Гоголь не приукрасил действительности, а воссоздал ее с суровой правдивостью, запечатлев в своей поэме самые отвратительные черты крепостнического общества, и сила образов, созданных писателем, была в их типичности, в том, что они передавали самую Сущность людских характеров, наиболее существенное и типическое, свойственное целой социальной группе.

Типы, изображенные им, находились тут же рядом, их легко было узнать и запомнить! И сладкоречивого, заботящегося лишь о собственной особе Манилова, и дубиноголовую, хлопотливую Коробочку, и наглого сплетника и лгуна Ноздрева. Писатель взял их ив жизни, из наблюдений над окружавшими его людьми. Но это были не простые копии, а типические портреты, обобщающие И укрупняющие черты, свойственные целому сословию: «У меня только то и выходило хорошо, — указывал впоследствии Гоголь, — что взято было мной из действительности, из данных, мне известных. Угадывать человека я мог только тогда, когда мне представлялись самые мельчайшие подробности его внешности. Я никогда не писал портрета в смысле простой копии. Я создавал портрет, но создавал его вследствие соображения, а не воображения».

Коробочки, Собакевичи, Ноздревы окружали его на каждом шагу. Это они подняли такой шум и крик после появления «Ревизора». Это благодаря им он вынужден был прожить многие годы вне России, чтобы иметь возможность завершить свою поэму. Гоголь представлял себе, как теперь обозлятся и завопят все эти Коробочки и Ноздревы, узнав себя в образах его поэмы.

Но ведь в ней только правда, только то, что он видел в жизни! Даже самая история покупки и заклада, «мертвых душ», умерших крепостных, которые числились по «ревизиям» переписи якобы живыми, не выдумана им. Еще в детстве он слышал о том, как соседи-помещики покупали «мертвые души» для приобретения прав винокурение или заклада их в Опекунском Совете.

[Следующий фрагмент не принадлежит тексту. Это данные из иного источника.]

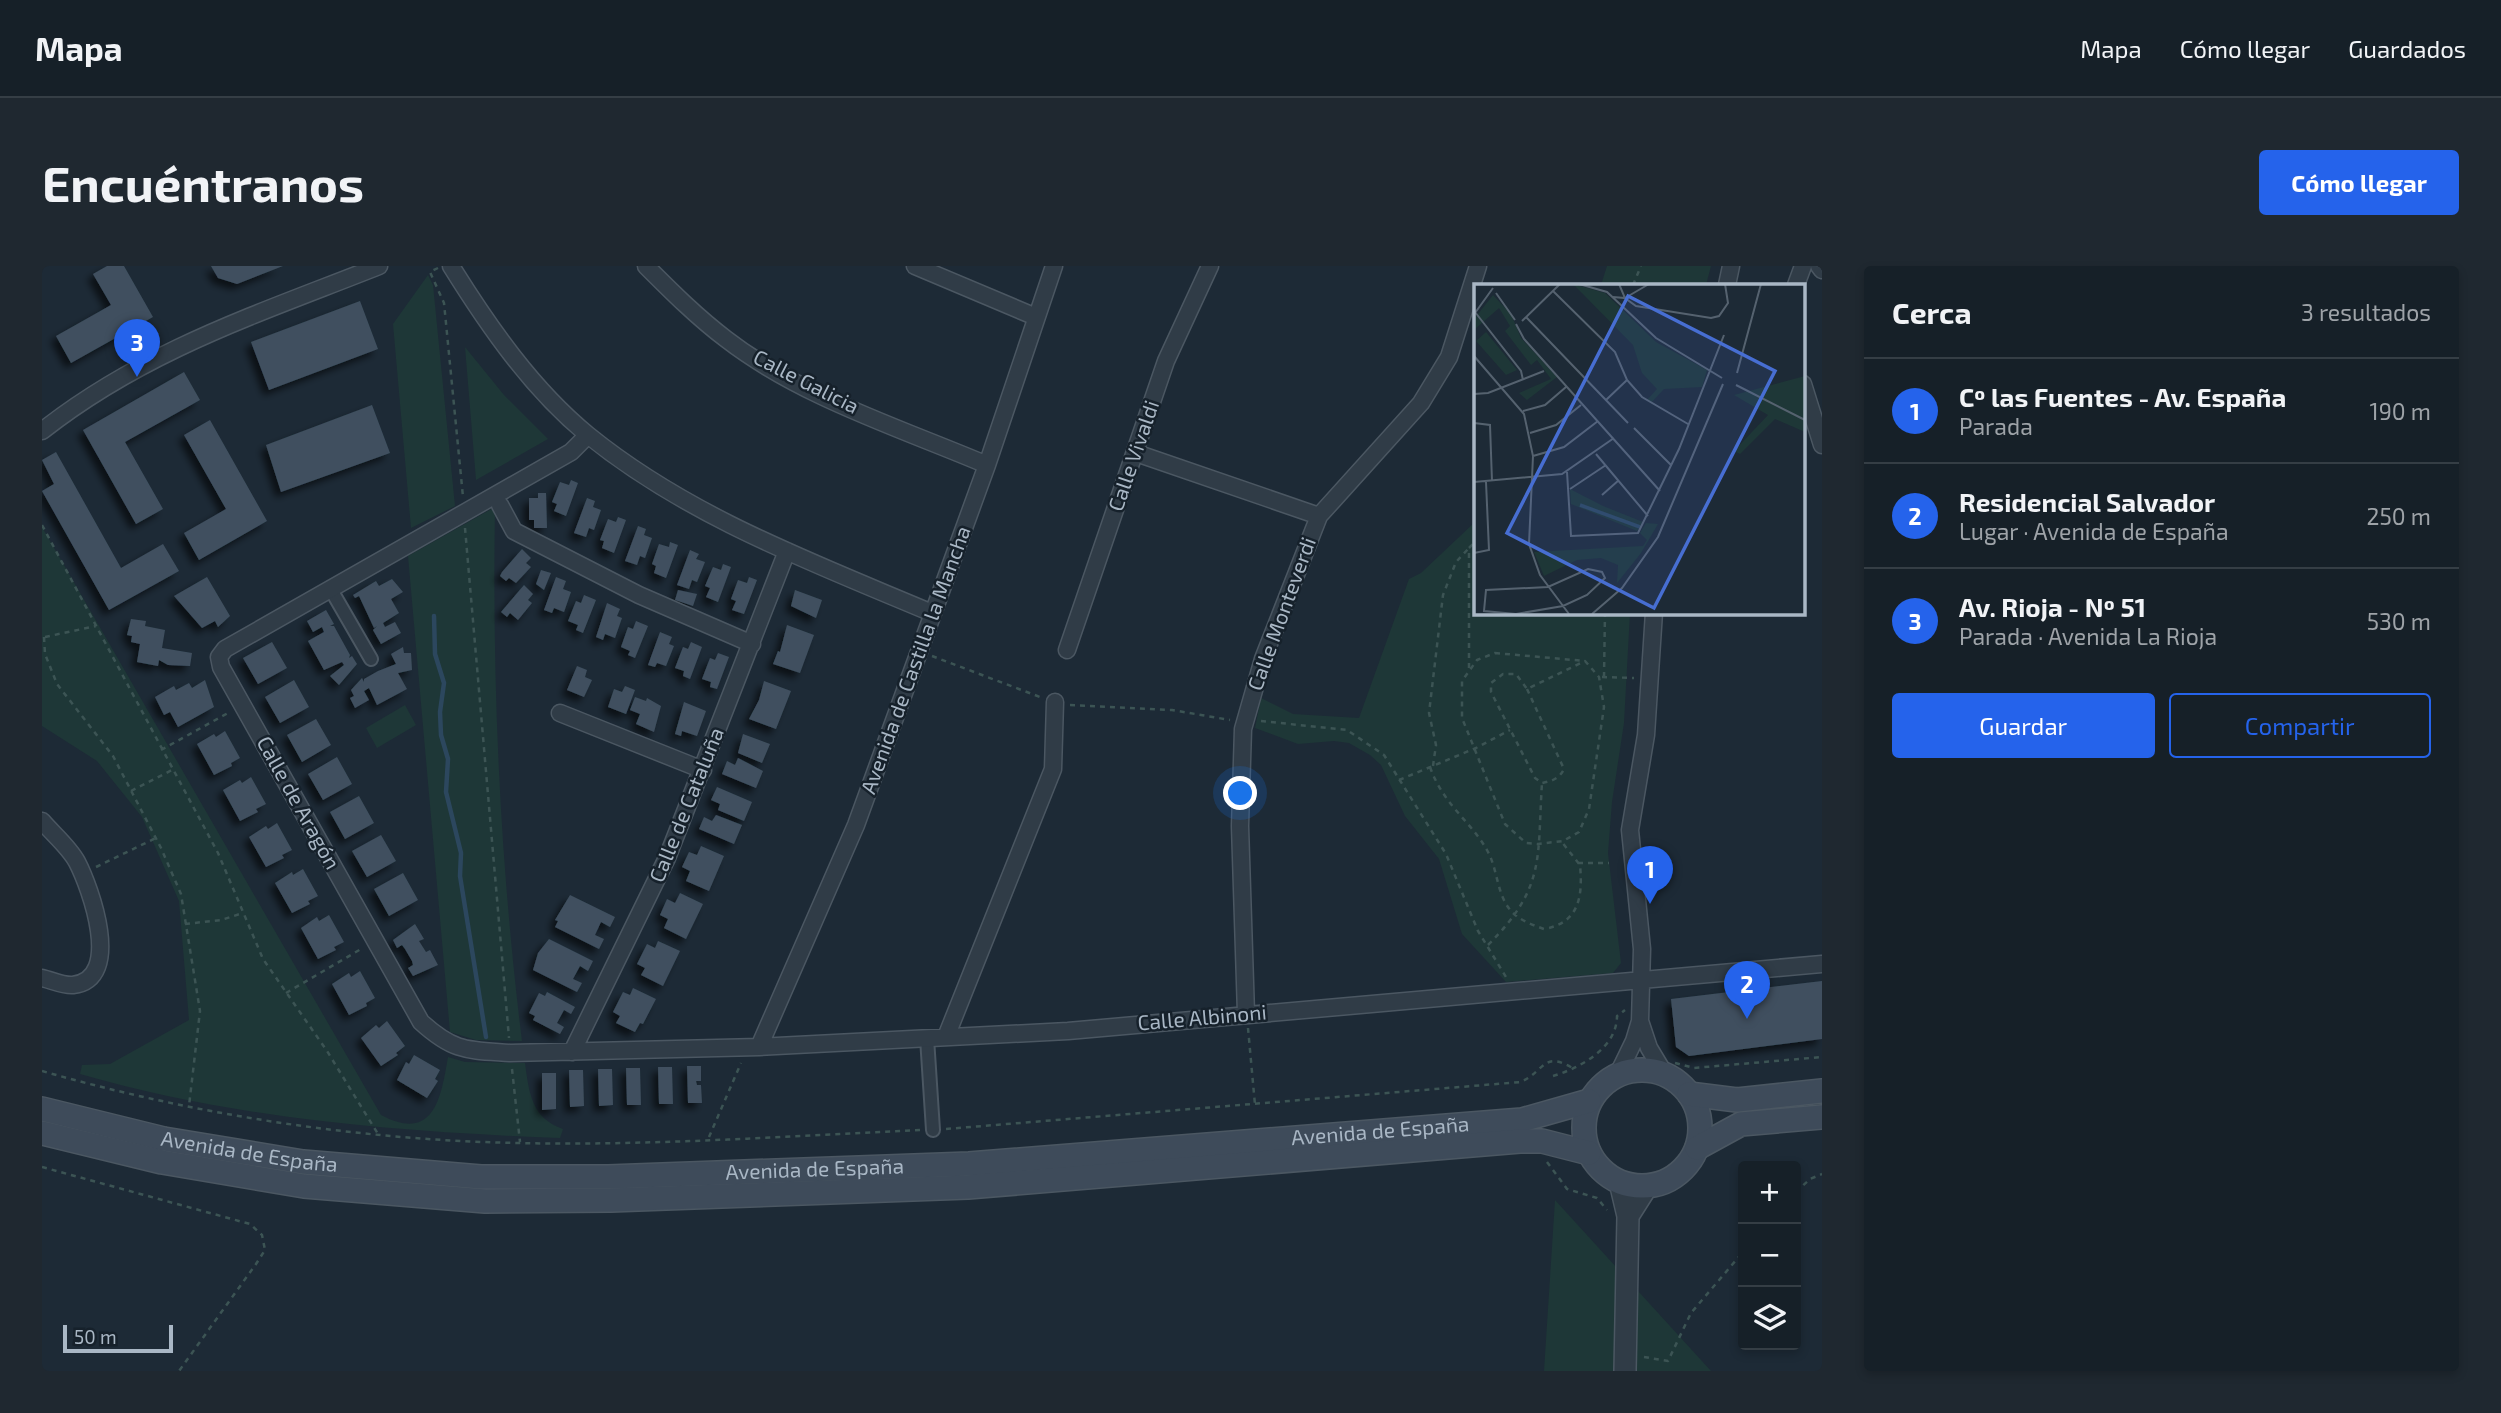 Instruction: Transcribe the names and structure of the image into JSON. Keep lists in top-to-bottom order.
{
  "streets": {
    "main road": ["Avenida de España"],
    "street": [
      "Calle Galicia",
      "Calle Vivaldi",
      "Calle Monteverdi",
      "Avenida de Castilla la Mancha",
      "Calle de Aragón",
      "Calle de Cataluña",
      "Calle Albinoni"
    ]
  },
  "crossings": [
    ["Calle Galicia", "Avenida de Castilla la Mancha"],
    ["Calle Monteverdi", "Calle Albinoni"],
    ["Avenida de Castilla la Mancha", "Calle de Aragón"],
    ["Avenida de Castilla la Mancha", "Calle Albinoni"],
    ["Calle de Aragón", "Calle de Cataluña"],
    ["Calle de Aragón", "Calle Albinoni"]
  ],
  "scale_bar": "50 m",
  "page": {
    "header": "Mapa",
    "nav": ["Mapa", "Cómo llegar", "Guardados"],
    "buttons": [
      "Cómo llegar",
      ["Guardar", "Compartir"]
    ],
    "title": "Encuéntranos",
    "heading": ["Cerca", "3 resultados"],
    "pins": ["3", "1", "2"],
    "list": [
      {
        "mark": "1",
        "name": "Cº las Fuentes - Av. España",
        "note": "Parada",
        "value": "190 m"
      },
      {
        "mark": "2",
        "name": "Residencial Salvador",
        "note": "Lugar · Avenida de España",
        "value": "250 m"
      },
      {
        "mark": "3",
        "name": "Av. Rioja - Nº 51",
        "note": "Parada · Avenida La Rioja",
        "value": "530 m"
      }
    ],
    "map_buttons": ["+", "−"],
    "scale": "50 m"
  }
}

В «Мертвых душах» Гоголь продолжил и развил начатое им в «Ревизоре». Но теперь круг его обличений крепостнической России, ее господствующей клики стал во много раз шире. Провинциальные помещики, составлявшие основной оплот крепостнической системы, губернский чиновничий синклит, столичные верхи, жестоко осужденные в «Повести о капитане Копейкине», и, наконец, вновь возникший тип ловкого предпринимателя-«спекулятора» в лице Чичикова — все это стало предметом сатиры Гоголя и в целом давало обобщенную картину всей тогдашней России.

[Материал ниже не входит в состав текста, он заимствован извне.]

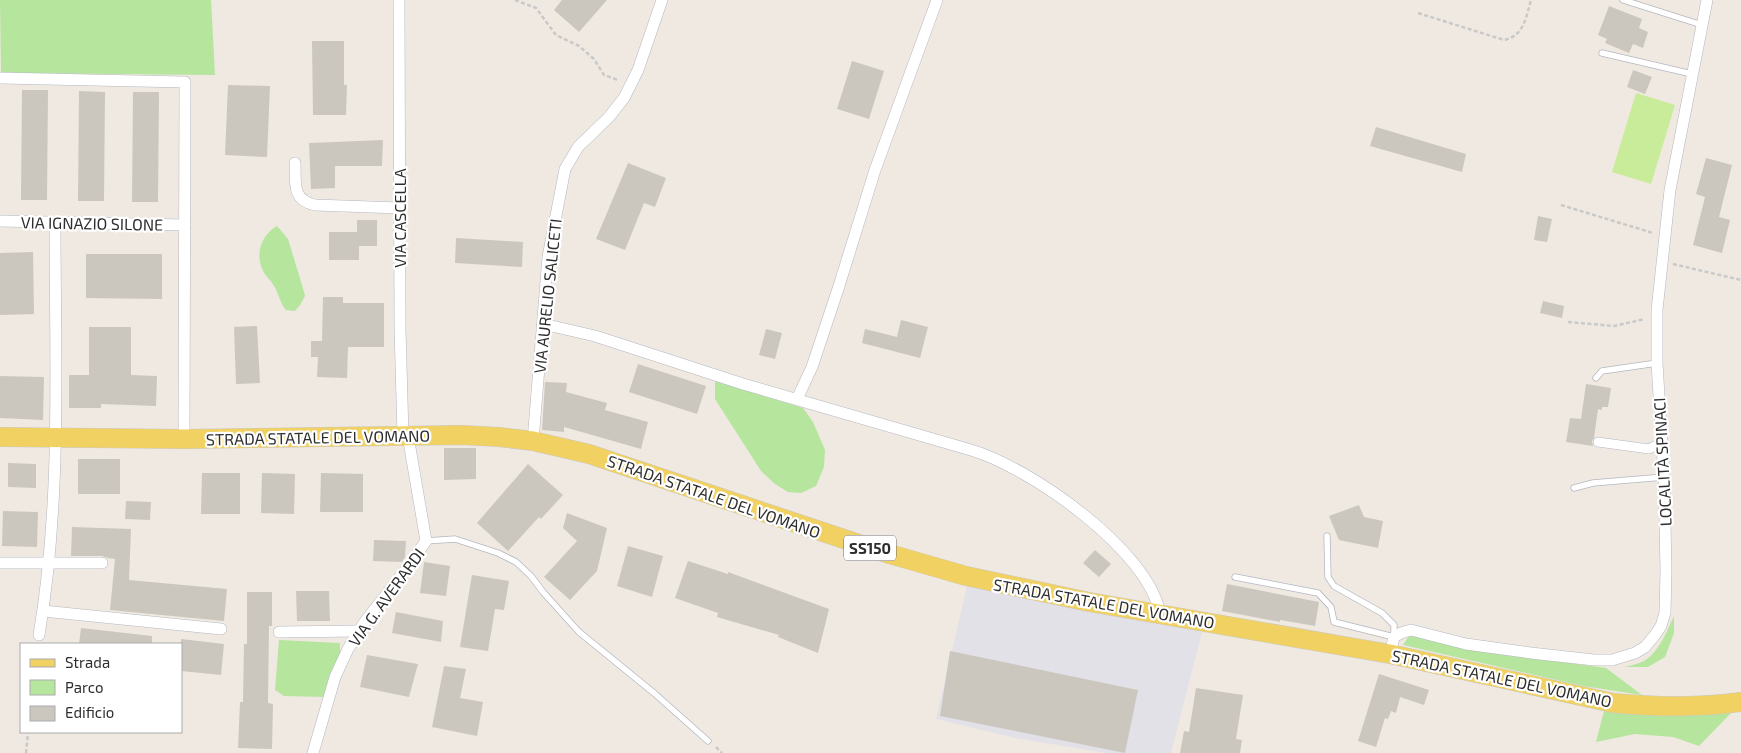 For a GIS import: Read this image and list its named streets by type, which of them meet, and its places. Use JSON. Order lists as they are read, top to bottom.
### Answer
{
  "streets": {
    "main road": ["STRADA STATALE DEL VOMANO", "SS150"],
    "street": [
      "VIA CASCELLA",
      "VIA IGNAZIO SILONE",
      "VIA AURELIO SALICETI",
      "LOCALITÀ SPINACI",
      "VIA G. AVERARDI"
    ]
  },
  "crossings": [
    ["VIA CASCELLA", "STRADA STATALE DEL VOMANO"],
    ["VIA CASCELLA", "VIA G. AVERARDI"],
    ["VIA AURELIO SALICETI", "STRADA STATALE DEL VOMANO"],
    ["STRADA STATALE DEL VOMANO", "LOCALITÀ SPINACI"],
    ["STRADA STATALE DEL VOMANO", "VIA G. AVERARDI"]
  ],
  "legend": ["Strada", "Parco", "Edificio"]
}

Писатель нарисовал чудовищную галерею нравственных уродов, в которых общечеловеческие пороки приобрели в условиях крепостнического строя особенно уродливые и безобразные черты. Таков прижимистый, алчный человеконенавистник Собакевич. Он относится с нескрываемой враждебностью ко всему на свете и прежде всего к любому проявлению прогресса. Собакевич вырастает в грозный символ тупого и злобного реакционера, который признает лишь грубую силу и ненавидит всех и вся на свете. Гоголь уподобляет его даже по внешности медведю, подчеркивая мрачную, звероподобную натуру этого типичного представителя реакции.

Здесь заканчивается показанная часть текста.